- [ASSIGNMENT]
Search the records below for the word "nowrap". Pull out each line that has it.
──────── INFORMATION ────────
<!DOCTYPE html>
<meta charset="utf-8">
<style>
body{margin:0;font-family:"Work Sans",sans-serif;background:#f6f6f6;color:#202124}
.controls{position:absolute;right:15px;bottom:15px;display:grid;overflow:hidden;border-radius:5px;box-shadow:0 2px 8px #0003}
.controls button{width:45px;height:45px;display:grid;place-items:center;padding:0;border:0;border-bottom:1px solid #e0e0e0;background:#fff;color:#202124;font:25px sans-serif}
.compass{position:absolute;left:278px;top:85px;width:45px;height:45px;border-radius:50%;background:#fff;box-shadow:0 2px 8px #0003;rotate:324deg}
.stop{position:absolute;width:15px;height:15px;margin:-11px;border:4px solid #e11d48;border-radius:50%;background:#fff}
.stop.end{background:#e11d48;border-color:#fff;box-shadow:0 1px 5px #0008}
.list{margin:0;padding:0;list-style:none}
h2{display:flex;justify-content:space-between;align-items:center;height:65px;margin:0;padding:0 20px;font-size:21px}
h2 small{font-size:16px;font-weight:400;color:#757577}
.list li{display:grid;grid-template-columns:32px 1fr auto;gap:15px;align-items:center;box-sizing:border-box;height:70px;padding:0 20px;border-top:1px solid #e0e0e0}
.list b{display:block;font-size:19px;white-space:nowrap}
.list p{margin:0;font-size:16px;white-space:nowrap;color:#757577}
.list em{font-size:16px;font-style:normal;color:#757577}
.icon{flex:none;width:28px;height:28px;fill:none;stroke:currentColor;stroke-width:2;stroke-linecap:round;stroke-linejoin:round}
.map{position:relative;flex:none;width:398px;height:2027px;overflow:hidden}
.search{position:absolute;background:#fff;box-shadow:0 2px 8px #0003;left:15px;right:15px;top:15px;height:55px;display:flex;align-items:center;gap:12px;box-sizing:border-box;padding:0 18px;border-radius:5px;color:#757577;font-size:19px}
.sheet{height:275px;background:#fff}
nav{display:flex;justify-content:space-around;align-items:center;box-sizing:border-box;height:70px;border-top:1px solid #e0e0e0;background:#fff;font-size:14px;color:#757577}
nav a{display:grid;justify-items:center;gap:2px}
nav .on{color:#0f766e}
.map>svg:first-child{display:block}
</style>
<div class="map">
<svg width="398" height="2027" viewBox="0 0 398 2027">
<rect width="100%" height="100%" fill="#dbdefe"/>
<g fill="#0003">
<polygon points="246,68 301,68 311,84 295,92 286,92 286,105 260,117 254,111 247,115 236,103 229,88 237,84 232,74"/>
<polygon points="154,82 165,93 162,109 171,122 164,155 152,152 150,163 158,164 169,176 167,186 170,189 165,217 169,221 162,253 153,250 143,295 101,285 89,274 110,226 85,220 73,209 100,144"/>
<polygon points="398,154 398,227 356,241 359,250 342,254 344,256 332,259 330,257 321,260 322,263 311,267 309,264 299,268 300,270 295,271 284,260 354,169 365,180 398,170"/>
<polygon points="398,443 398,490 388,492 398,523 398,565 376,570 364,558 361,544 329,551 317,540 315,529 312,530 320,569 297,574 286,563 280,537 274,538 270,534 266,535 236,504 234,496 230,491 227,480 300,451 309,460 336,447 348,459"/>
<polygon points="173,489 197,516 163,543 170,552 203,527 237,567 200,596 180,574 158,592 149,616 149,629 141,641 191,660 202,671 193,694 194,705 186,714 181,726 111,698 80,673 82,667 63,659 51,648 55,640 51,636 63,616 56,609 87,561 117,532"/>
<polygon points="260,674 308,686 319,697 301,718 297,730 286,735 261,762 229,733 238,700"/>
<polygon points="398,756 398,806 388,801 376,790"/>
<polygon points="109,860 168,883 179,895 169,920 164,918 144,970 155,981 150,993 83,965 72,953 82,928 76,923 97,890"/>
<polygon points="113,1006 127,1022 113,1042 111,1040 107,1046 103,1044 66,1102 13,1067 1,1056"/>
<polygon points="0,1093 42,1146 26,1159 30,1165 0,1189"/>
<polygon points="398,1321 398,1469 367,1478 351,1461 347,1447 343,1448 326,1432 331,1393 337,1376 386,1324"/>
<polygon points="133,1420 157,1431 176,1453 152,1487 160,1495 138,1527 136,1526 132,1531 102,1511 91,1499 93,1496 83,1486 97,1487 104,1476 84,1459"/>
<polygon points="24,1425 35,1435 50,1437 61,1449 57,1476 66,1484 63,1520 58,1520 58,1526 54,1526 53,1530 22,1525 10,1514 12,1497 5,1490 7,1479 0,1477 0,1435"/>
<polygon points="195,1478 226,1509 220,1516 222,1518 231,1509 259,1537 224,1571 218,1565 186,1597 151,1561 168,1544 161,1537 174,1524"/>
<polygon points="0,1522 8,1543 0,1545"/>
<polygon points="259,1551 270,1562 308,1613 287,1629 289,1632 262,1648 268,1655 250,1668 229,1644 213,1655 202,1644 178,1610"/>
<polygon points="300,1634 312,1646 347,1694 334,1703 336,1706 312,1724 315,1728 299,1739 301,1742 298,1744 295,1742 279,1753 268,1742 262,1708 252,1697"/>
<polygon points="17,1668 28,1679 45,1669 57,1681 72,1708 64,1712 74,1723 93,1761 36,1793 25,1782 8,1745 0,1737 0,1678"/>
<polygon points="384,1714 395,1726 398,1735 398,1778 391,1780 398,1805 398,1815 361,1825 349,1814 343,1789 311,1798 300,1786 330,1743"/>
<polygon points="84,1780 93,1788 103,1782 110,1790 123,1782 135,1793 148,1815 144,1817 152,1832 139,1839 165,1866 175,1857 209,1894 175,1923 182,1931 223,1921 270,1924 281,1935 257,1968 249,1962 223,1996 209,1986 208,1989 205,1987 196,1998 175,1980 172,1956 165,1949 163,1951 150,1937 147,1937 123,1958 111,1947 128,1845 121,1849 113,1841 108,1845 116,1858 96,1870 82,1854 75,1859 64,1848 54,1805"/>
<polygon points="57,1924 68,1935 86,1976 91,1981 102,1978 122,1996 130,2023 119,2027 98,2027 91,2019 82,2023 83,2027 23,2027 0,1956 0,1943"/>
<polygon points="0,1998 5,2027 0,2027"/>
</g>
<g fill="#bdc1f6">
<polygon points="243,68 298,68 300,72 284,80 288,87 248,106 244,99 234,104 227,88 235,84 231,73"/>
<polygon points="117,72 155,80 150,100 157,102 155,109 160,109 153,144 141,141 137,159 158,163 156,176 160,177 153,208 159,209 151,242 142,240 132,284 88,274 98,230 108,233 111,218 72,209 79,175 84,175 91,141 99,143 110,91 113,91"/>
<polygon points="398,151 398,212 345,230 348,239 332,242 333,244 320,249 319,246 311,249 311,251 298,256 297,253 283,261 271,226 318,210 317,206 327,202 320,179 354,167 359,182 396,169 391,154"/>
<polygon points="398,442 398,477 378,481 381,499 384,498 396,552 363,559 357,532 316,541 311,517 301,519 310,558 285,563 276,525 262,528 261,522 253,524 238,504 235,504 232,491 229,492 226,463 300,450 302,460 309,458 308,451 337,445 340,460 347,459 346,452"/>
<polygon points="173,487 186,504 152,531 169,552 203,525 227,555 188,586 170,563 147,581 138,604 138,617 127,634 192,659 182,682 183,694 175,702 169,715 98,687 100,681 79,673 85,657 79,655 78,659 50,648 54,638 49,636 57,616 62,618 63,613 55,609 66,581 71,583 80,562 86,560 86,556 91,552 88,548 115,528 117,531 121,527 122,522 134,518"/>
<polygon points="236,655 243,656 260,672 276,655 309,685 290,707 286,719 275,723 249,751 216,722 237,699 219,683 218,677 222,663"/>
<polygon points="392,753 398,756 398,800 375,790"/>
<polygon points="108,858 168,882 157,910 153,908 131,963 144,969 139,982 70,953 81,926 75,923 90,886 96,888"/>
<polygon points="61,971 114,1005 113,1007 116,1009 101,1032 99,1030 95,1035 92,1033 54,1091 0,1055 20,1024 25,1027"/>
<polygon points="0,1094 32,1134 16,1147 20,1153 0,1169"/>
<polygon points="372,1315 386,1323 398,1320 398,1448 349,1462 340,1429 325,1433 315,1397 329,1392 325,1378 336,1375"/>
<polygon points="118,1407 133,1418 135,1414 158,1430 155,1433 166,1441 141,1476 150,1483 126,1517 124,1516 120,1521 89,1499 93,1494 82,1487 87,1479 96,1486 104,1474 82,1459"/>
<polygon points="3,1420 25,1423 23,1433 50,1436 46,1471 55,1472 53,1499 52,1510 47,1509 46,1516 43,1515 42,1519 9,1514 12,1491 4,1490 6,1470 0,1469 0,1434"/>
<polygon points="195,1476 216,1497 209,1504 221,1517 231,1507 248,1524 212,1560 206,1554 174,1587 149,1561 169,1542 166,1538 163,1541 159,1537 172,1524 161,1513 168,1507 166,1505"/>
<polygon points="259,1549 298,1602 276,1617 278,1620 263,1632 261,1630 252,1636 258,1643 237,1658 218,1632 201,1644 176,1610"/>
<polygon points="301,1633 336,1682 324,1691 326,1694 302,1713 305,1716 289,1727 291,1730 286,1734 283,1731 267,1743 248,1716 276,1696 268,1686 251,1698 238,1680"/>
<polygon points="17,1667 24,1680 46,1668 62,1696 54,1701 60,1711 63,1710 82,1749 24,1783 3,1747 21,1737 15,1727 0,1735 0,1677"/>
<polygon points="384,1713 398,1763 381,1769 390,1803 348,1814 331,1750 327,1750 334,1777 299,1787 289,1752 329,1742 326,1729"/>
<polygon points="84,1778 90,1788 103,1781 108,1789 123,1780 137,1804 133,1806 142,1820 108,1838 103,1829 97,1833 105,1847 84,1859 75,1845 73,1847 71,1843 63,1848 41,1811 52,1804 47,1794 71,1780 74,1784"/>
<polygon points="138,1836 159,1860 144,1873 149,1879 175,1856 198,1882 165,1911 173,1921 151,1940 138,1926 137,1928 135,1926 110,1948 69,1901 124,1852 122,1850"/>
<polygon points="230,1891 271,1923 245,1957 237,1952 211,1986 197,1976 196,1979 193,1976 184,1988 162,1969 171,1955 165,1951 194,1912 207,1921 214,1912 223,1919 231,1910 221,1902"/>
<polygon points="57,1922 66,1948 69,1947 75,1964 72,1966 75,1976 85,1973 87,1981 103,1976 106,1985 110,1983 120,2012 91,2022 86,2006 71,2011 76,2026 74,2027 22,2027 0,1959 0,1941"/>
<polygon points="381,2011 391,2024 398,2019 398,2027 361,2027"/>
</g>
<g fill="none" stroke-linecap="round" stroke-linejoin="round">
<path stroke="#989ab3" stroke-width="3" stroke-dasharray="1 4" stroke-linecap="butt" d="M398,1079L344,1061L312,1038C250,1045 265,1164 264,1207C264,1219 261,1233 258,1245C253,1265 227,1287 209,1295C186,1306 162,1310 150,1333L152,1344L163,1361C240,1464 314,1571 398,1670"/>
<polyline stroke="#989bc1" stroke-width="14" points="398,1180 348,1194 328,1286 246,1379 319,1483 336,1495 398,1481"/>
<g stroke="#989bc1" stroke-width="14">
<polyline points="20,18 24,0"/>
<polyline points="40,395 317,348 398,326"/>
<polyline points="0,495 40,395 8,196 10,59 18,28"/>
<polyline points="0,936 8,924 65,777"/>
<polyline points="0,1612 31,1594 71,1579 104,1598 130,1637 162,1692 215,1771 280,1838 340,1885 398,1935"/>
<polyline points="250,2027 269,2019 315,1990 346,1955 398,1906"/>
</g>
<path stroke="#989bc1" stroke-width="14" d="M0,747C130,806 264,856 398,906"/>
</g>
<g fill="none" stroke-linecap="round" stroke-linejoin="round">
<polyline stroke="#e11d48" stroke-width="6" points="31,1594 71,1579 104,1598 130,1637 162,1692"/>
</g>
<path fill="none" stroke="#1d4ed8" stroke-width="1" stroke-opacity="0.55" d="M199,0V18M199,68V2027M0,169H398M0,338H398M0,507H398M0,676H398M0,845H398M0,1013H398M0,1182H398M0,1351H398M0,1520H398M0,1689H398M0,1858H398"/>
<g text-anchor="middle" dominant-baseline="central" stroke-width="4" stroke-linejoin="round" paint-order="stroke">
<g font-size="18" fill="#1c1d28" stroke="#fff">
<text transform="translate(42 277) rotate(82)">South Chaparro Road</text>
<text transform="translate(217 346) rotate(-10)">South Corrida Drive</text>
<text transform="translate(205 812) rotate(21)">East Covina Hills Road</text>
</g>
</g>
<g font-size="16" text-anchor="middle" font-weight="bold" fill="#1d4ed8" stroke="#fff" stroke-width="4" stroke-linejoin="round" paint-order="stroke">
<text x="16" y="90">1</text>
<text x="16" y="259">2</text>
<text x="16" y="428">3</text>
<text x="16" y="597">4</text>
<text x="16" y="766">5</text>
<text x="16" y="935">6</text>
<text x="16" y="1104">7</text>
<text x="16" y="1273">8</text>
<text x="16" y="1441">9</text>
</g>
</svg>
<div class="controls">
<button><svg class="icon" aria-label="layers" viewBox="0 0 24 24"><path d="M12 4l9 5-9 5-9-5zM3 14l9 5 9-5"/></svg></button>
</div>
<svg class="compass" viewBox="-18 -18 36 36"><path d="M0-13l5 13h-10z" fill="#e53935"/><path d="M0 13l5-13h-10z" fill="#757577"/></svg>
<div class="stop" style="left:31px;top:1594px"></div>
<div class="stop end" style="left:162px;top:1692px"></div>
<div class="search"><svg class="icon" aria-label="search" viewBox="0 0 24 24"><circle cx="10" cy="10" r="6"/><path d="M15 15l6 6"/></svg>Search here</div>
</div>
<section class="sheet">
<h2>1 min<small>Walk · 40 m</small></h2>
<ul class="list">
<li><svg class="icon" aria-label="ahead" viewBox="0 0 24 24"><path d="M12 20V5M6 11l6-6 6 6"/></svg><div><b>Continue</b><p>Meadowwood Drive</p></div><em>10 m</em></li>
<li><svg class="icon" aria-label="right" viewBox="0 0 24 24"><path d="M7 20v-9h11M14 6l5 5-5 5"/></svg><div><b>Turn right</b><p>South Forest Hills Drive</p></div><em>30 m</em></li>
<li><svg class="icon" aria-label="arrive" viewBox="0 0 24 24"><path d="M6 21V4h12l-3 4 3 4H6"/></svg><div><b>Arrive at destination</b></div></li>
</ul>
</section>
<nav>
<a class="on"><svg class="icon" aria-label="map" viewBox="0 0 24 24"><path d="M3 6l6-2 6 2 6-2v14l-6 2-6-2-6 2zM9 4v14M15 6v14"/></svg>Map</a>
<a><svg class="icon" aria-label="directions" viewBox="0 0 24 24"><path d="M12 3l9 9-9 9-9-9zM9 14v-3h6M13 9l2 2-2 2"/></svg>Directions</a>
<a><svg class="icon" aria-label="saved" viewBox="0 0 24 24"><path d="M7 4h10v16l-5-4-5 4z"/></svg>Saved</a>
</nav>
────────
- [FINISHED TASK]
.list b{display:block;font-size:19px;white-space:nowrap}
.list p{margin:0;font-size:16px;white-space:nowrap;color:#757577}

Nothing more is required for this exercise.